--- Task inputs ---

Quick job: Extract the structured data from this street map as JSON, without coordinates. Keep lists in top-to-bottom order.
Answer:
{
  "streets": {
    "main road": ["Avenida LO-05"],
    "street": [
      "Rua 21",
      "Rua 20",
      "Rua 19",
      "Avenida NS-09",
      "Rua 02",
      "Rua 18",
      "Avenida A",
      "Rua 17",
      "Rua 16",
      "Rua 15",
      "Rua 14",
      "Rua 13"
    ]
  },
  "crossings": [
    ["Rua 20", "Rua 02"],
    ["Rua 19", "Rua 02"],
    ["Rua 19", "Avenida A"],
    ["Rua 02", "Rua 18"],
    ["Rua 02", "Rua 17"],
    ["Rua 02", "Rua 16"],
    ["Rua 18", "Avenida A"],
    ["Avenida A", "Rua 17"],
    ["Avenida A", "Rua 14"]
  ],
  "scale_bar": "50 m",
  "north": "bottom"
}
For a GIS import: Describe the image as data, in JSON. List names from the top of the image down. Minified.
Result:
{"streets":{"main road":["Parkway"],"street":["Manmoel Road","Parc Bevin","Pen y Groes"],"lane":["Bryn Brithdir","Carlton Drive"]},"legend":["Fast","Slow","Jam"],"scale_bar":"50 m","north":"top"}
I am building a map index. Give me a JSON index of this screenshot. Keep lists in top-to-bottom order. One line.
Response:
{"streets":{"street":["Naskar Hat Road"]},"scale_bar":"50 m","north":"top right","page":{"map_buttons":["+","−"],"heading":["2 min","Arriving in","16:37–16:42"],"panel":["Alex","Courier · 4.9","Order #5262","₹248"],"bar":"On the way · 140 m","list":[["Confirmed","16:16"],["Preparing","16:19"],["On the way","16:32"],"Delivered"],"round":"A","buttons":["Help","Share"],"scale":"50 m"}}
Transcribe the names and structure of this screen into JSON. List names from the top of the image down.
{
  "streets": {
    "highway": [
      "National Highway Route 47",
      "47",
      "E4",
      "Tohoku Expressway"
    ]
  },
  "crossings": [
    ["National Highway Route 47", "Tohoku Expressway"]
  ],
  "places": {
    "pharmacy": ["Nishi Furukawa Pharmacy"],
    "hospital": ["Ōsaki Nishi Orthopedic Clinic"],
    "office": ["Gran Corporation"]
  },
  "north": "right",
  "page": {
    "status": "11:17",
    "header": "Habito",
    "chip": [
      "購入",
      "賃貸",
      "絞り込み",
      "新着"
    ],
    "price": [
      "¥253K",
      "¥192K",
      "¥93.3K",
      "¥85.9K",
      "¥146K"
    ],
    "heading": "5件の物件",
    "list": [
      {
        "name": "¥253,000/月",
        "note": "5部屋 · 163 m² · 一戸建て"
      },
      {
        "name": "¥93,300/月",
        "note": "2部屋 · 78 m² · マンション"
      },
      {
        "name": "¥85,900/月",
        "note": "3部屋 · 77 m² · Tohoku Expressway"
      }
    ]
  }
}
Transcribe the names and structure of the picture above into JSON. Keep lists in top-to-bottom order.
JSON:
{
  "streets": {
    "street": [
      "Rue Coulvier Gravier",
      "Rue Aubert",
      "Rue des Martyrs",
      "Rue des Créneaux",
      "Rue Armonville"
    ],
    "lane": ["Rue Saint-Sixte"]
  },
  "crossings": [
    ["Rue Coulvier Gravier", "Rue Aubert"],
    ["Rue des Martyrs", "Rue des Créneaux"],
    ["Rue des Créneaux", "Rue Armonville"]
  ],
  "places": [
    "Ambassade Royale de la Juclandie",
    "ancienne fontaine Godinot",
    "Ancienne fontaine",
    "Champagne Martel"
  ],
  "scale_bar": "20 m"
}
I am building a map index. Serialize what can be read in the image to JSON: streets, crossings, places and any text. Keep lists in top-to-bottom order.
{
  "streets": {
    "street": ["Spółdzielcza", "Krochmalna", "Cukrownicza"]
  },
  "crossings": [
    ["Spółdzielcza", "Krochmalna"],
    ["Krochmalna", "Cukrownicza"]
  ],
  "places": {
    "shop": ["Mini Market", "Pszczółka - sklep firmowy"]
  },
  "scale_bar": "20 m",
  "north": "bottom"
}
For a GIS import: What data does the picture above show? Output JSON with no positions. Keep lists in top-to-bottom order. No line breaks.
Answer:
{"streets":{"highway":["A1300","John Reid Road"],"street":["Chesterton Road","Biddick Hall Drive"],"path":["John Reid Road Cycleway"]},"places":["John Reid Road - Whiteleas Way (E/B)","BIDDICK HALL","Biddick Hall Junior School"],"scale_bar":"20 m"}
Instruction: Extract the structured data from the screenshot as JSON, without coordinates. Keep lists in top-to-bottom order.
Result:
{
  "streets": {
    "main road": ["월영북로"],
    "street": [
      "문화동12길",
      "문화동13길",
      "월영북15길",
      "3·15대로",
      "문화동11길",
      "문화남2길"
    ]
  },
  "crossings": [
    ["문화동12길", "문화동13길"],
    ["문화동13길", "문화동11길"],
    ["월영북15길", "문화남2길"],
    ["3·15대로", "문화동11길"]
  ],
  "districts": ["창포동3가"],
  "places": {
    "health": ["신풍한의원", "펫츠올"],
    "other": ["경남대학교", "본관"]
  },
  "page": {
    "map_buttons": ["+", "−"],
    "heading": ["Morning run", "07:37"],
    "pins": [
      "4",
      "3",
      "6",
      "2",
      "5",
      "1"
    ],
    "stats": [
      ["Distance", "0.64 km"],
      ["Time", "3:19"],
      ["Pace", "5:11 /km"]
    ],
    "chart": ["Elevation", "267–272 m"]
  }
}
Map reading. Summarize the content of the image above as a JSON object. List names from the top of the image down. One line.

---

**What is needed**
Scan the data above and copy each line containing the word "coordinates".

**Answer**
Quick job: Extract the structured data from this street map as JSON, without coordinates. Keep lists in top-to-bottom order.
Instruction: Extract the structured data from the screenshot as JSON, without coordinates. Keep lists in top-to-bottom order.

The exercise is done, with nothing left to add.